L’intelligenza artificiale in campo
Per evitare che l’efficacia della telemedicina si trasformi in un boomerang per i professionisti, è fondamentale regolamentare e ottimizzare l’uso dei vari strumenti. L’integrazione di piattaforme digitali che centralizzino le richieste, privilegiando modalità asincrone e strutturate, può ridurre il carico cognitivo e migliorare la qualità del servizio. L’uso della tecnologia non deve limitarsi a un semplice canale di comunicazione, ma può diventare un supporto concreto all’attività clinica. Un passo decisivo in questa direzione potrebbe essere l’adozione di un Clinical Decision Support System (CDSS), ovvero un sistema basato su intelligenza artificiale in grado di aiutare i Mmg nella definizione delle diagnosi e delle terapie.

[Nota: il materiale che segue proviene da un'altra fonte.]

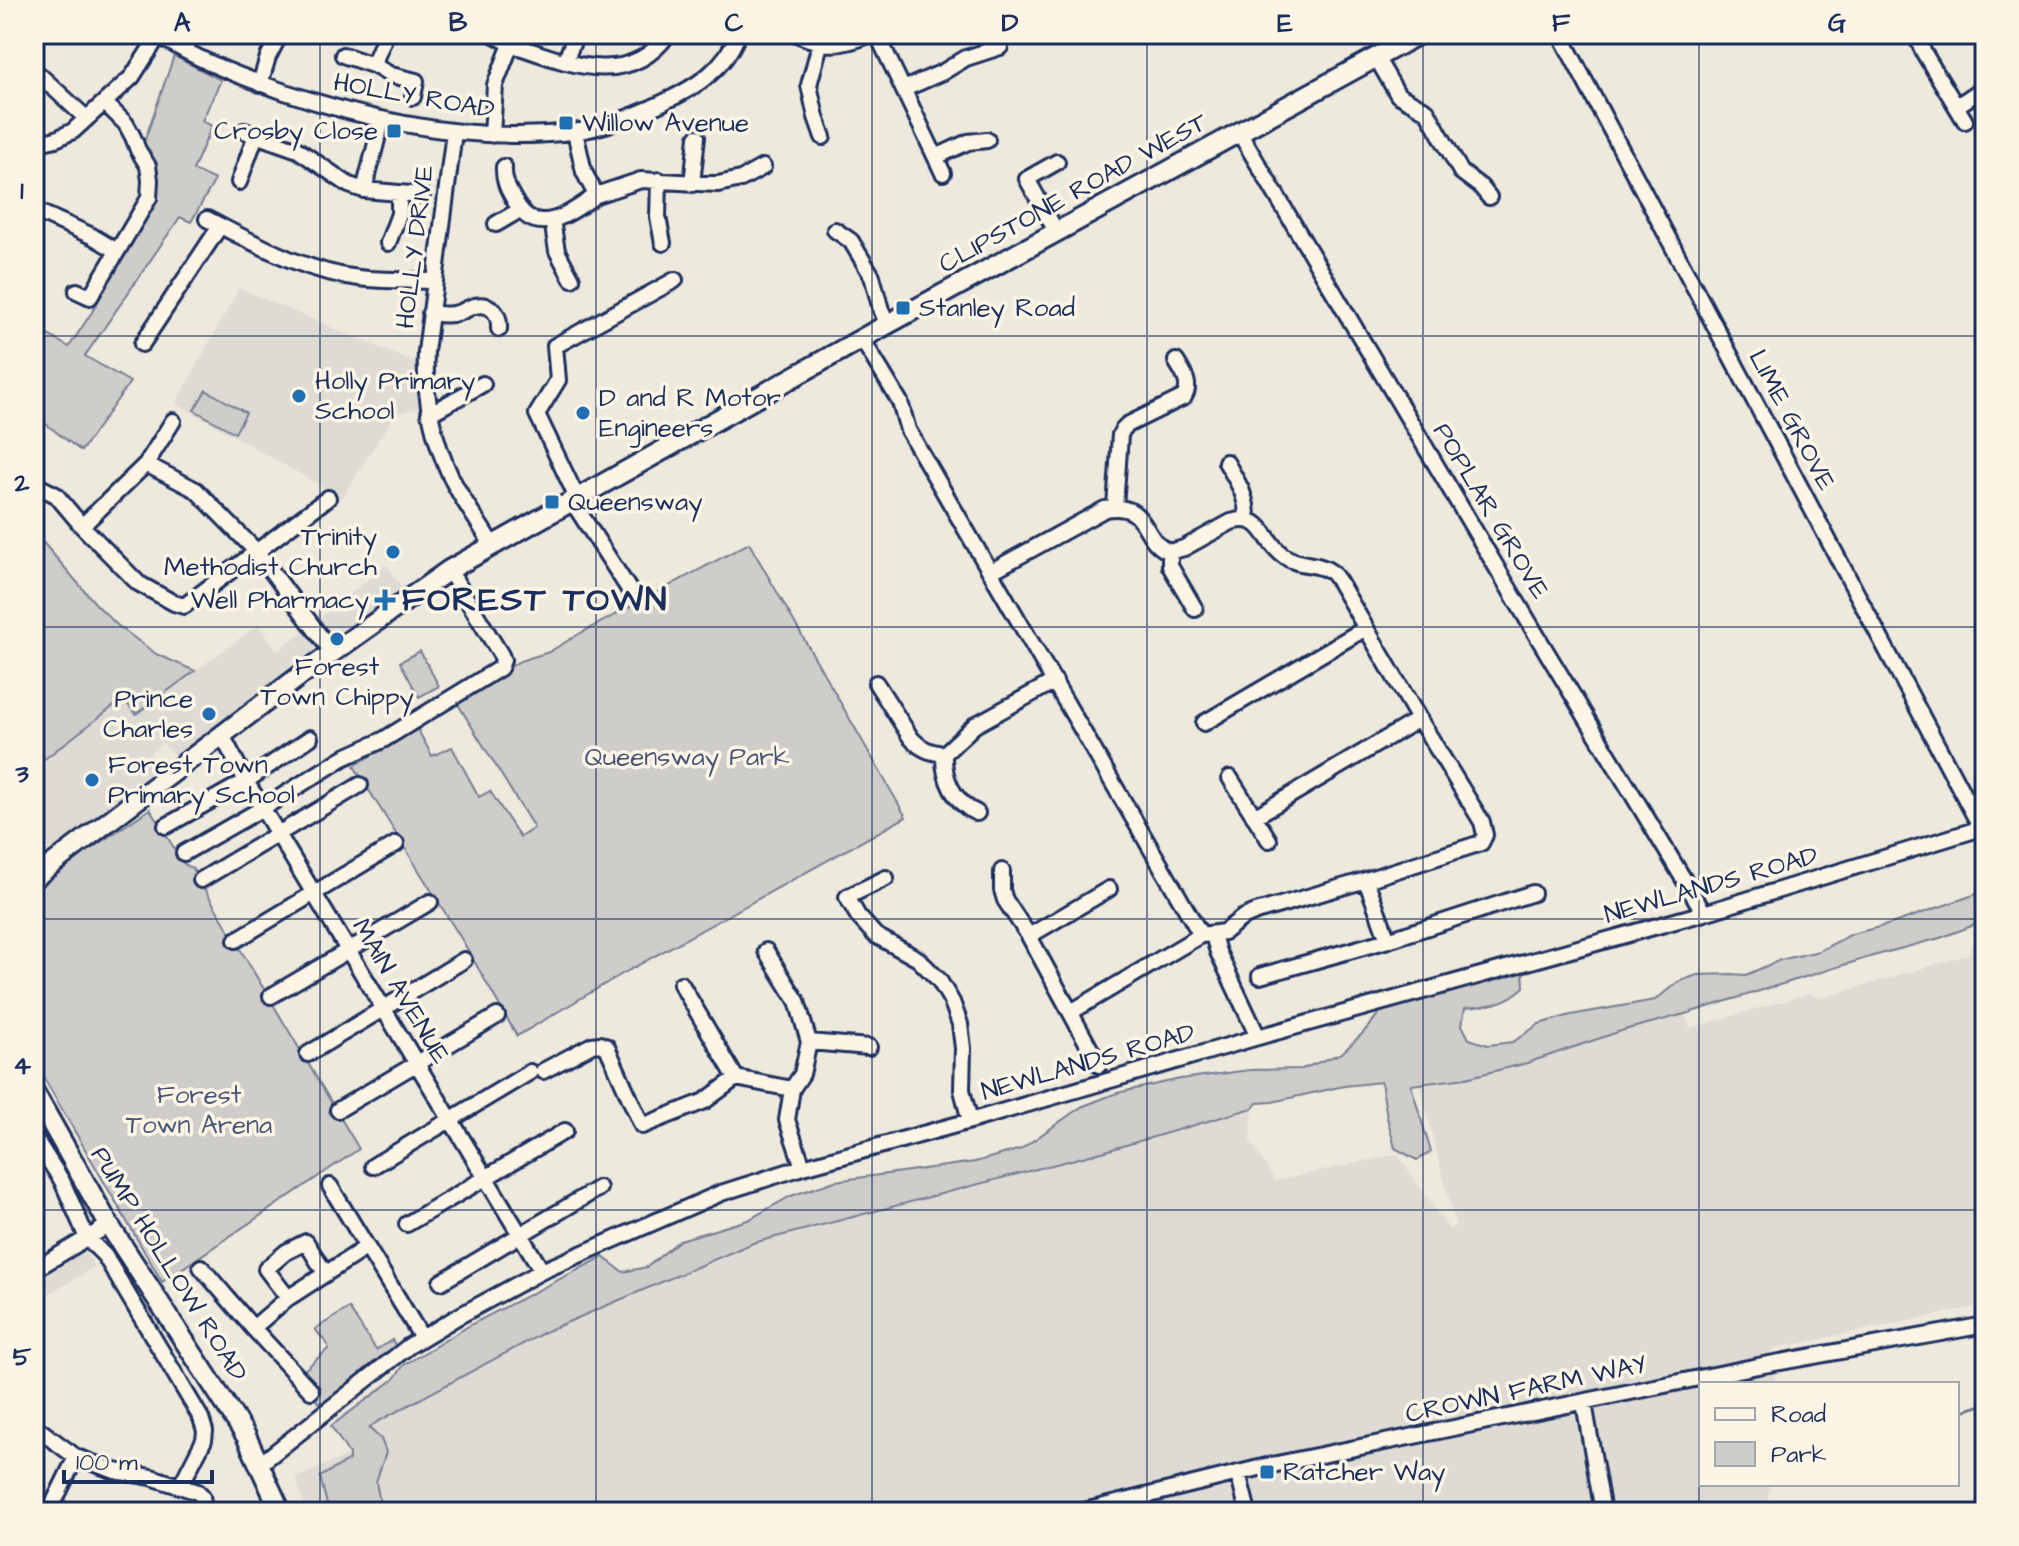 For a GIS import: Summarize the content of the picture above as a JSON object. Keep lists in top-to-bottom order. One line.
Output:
{"streets":{"main road":["CLIPSTONE ROAD WEST","PUMP HOLLOW ROAD"],"street":["HOLLY ROAD","HOLLY DRIVE","LIME GROVE","POPLAR GROVE","NEWLANDS ROAD","MAIN AVENUE","CROWN FARM WAY"]},"crossings":[["HOLLY ROAD","HOLLY DRIVE"],["CLIPSTONE ROAD WEST","HOLLY DRIVE"],["CLIPSTONE ROAD WEST","POPLAR GROVE"],["CLIPSTONE ROAD WEST","MAIN AVENUE"],["LIME GROVE","NEWLANDS ROAD"],["POPLAR GROVE","NEWLANDS ROAD"],["NEWLANDS ROAD","MAIN AVENUE"],["NEWLANDS ROAD","PUMP HOLLOW ROAD"]],"districts":["FOREST TOWN"],"parks":["Queensway Park","Forest Town Arena"],"places":{"transit":["Willow Avenue","Crosby Close","Stanley Road","Queensway","Ratcher Way"],"other":["Holly Primary School","D and R Motor Engineers","Trinity Methodist Church","Forest Town Chippy","Prince Charles","Forest Town Primary School"],"health":["Well Pharmacy"]},"legend":["Road","Park"],"scale_bar":"100 m","grid":{"columns":["A","B","C","D","E","F","G"],"rows":["1","2","3","4","5"]}} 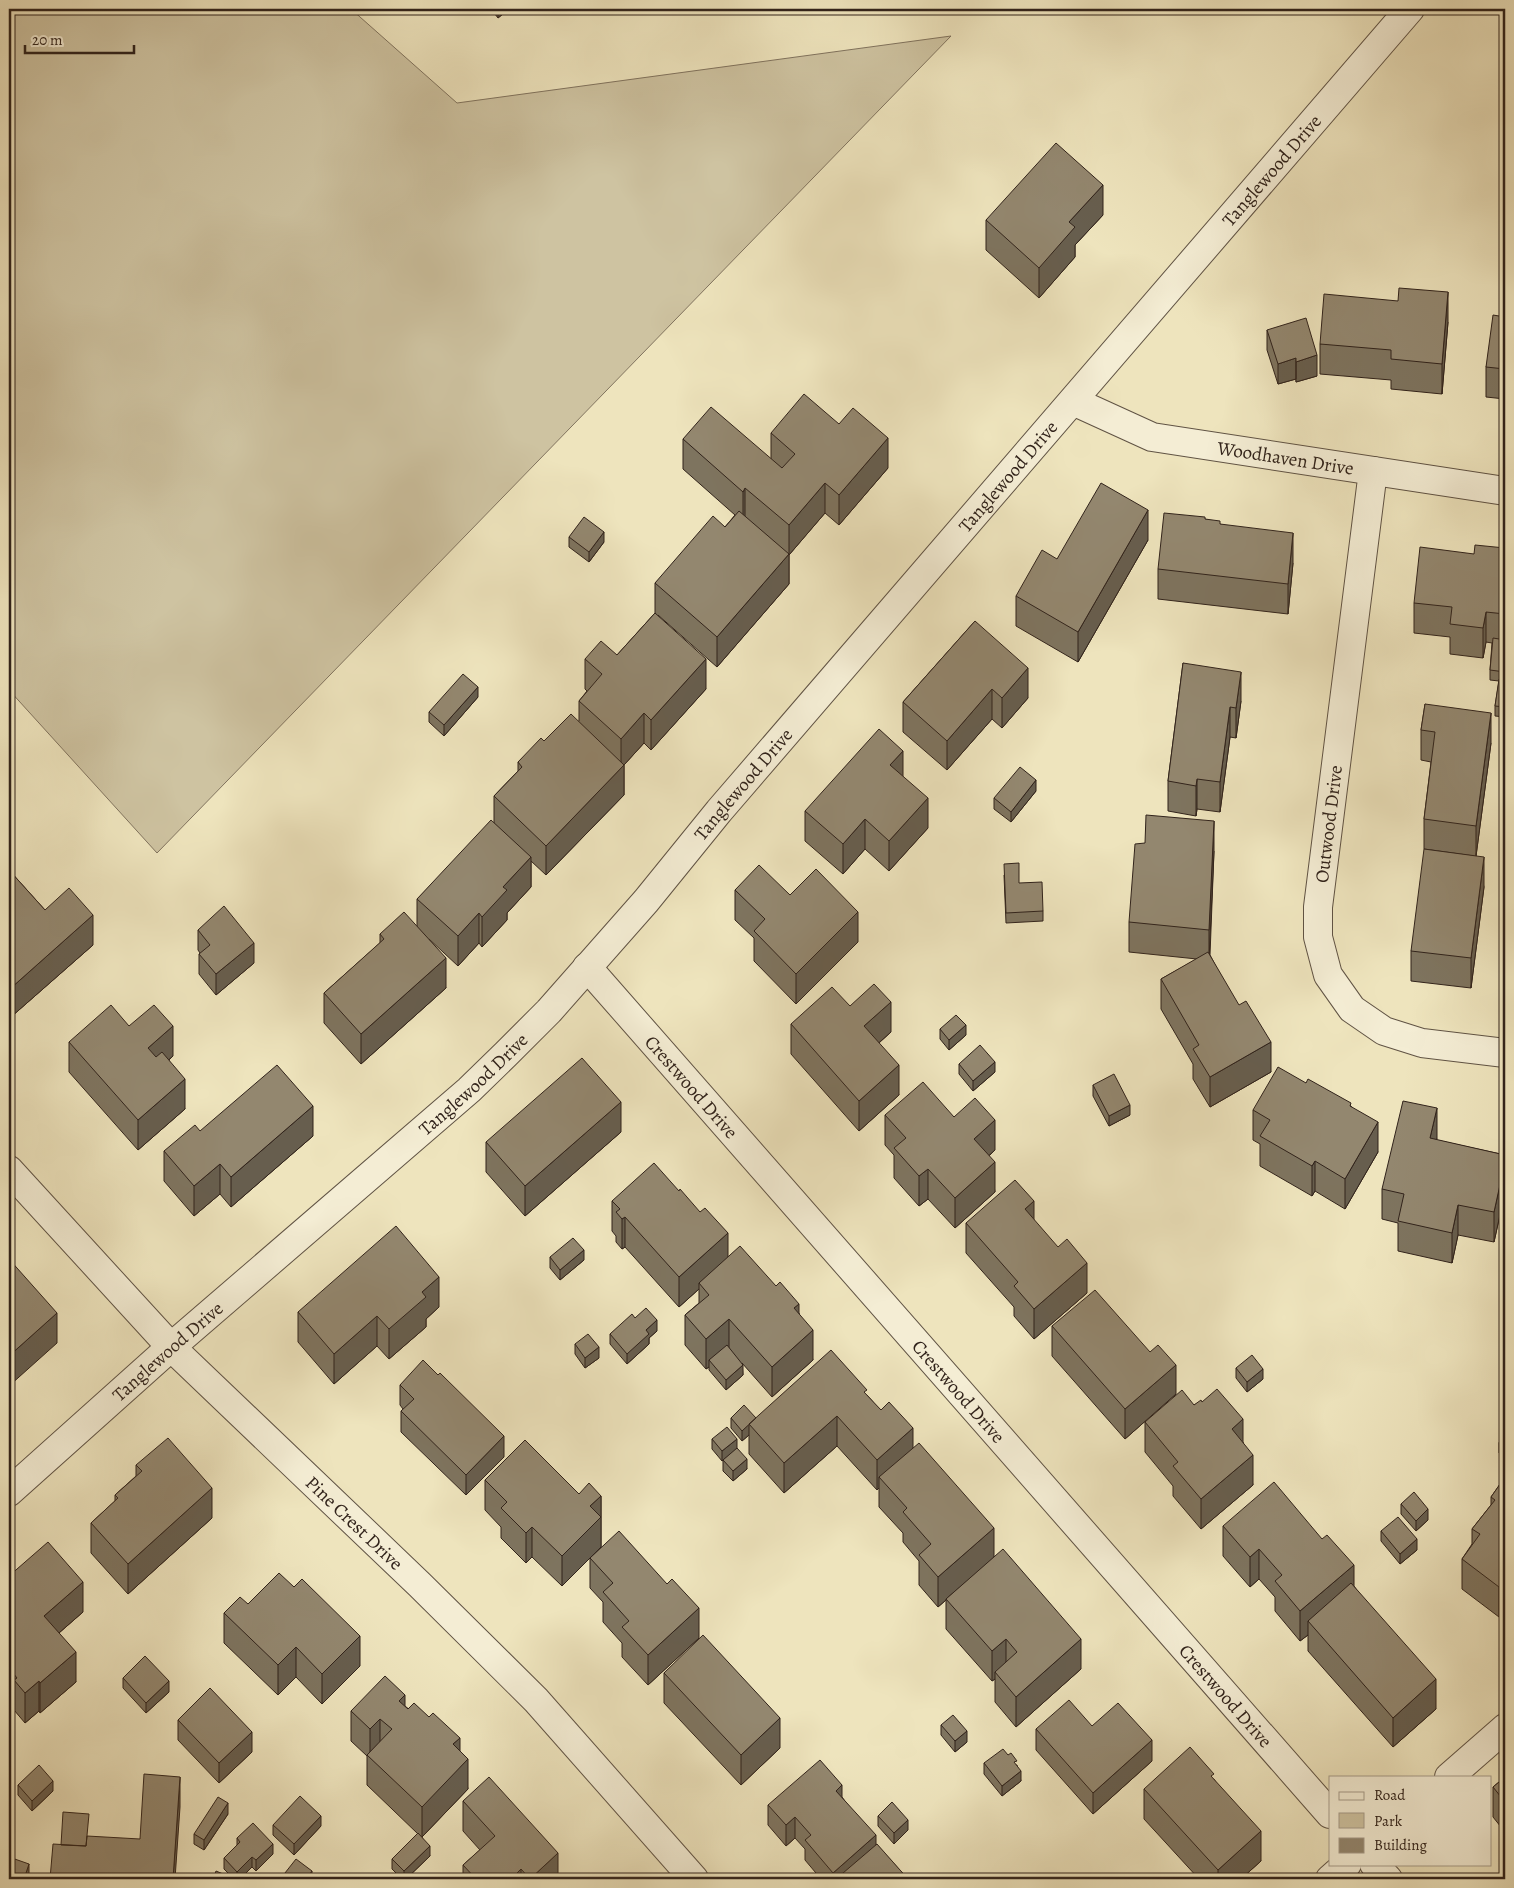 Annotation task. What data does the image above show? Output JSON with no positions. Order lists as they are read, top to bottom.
{
  "streets": {
    "street": [
      "Tanglewood Drive",
      "Woodhaven Drive",
      "Outwood Drive",
      "Crestwood Drive",
      "Pine Crest Drive"
    ]
  },
  "crossings": [
    ["Tanglewood Drive", "Woodhaven Drive"],
    ["Tanglewood Drive", "Crestwood Drive"],
    ["Tanglewood Drive", "Pine Crest Drive"],
    ["Woodhaven Drive", "Outwood Drive"]
  ],
  "legend": ["Road", "Park", "Building"],
  "scale_bar": "20 m"
} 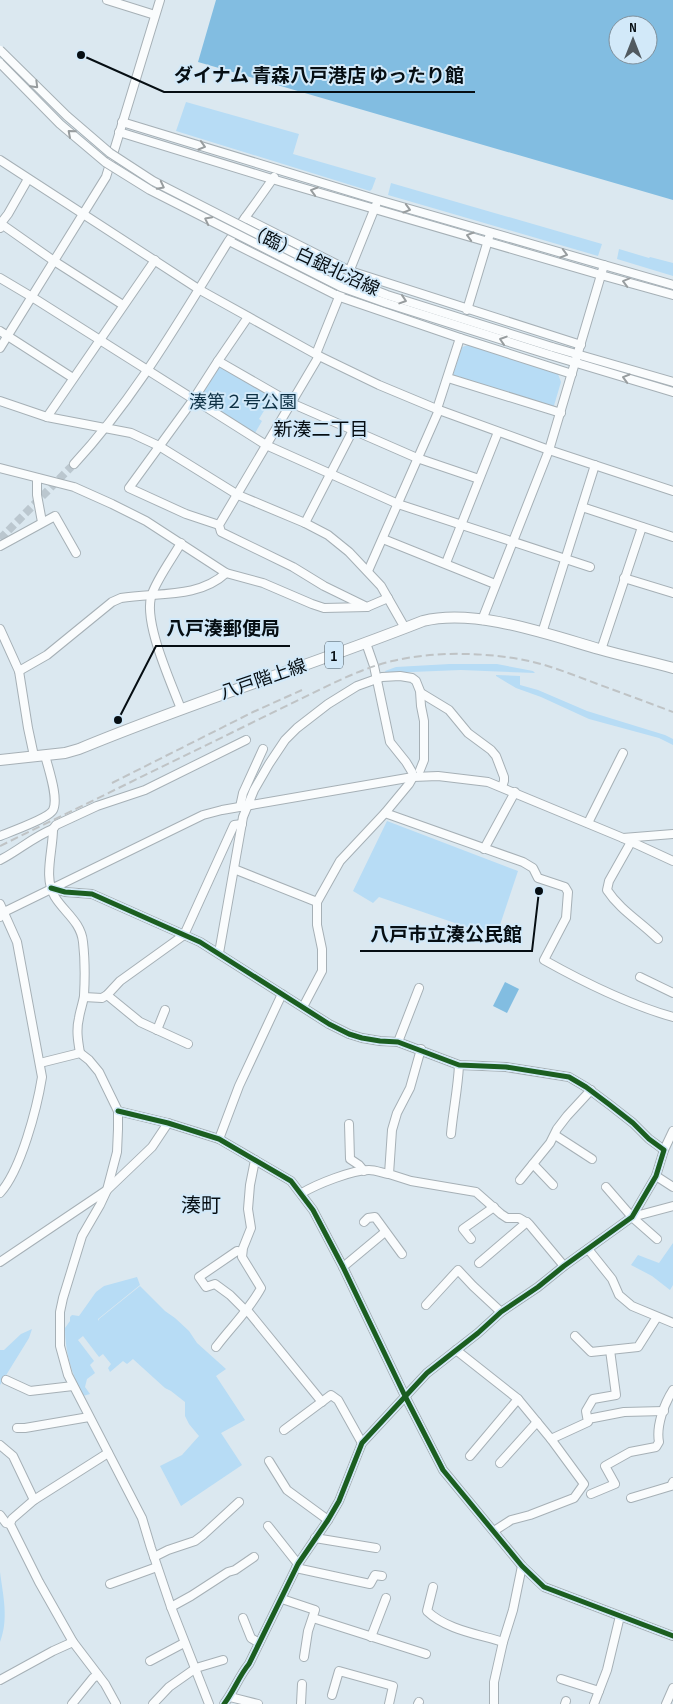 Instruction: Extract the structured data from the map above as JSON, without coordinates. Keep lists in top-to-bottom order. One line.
{"streets":{"main road":["1","八戸階上線"],"street":["（臨）白銀北沼線"]},"districts":["新湊二丁目","湊町"],"parks":["湊第２号公園"],"places":["ダイナム 青森八戸港店 ゆったり館","八戸湊郵便局","八戸市立湊公民館"],"north":"top"}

Un’iniziativa in questa direzione è già in corso: l’Agenzia nazionale per i servizi sanitari regionali (Agenas) ha avviato un progetto finanziato dal Pnrr per sviluppare una piattaforma di supporto all’assistenza primaria. Un sistema di questo tipo consentirebbe di uniformare i comportamenti prescrittivi, ridurre la variabilità tra professionisti e garantire ai pazienti trattamenti sempre coerenti con le migliori evidenze scientifiche.
La medicina generale sta attraversando una trasformazione epocale. Il modello tradizionale basato sull’accesso fisico esclusivo agli studi medici non è più sostenibile, e il futuro sarà sempre più orientato verso un’integrazione tra presenza e remoto. Se gestita in modo efficace, questa rivoluzione può non solo migliorare l’efficienza del sistema sanitario, ma anche garantire ai pazienti un servizio più flessibile e personalizzato. La sfida sarà trovare il giusto equilibrio tra prossimità, innovazione e sostenibilità operativa per i professionisti della salute.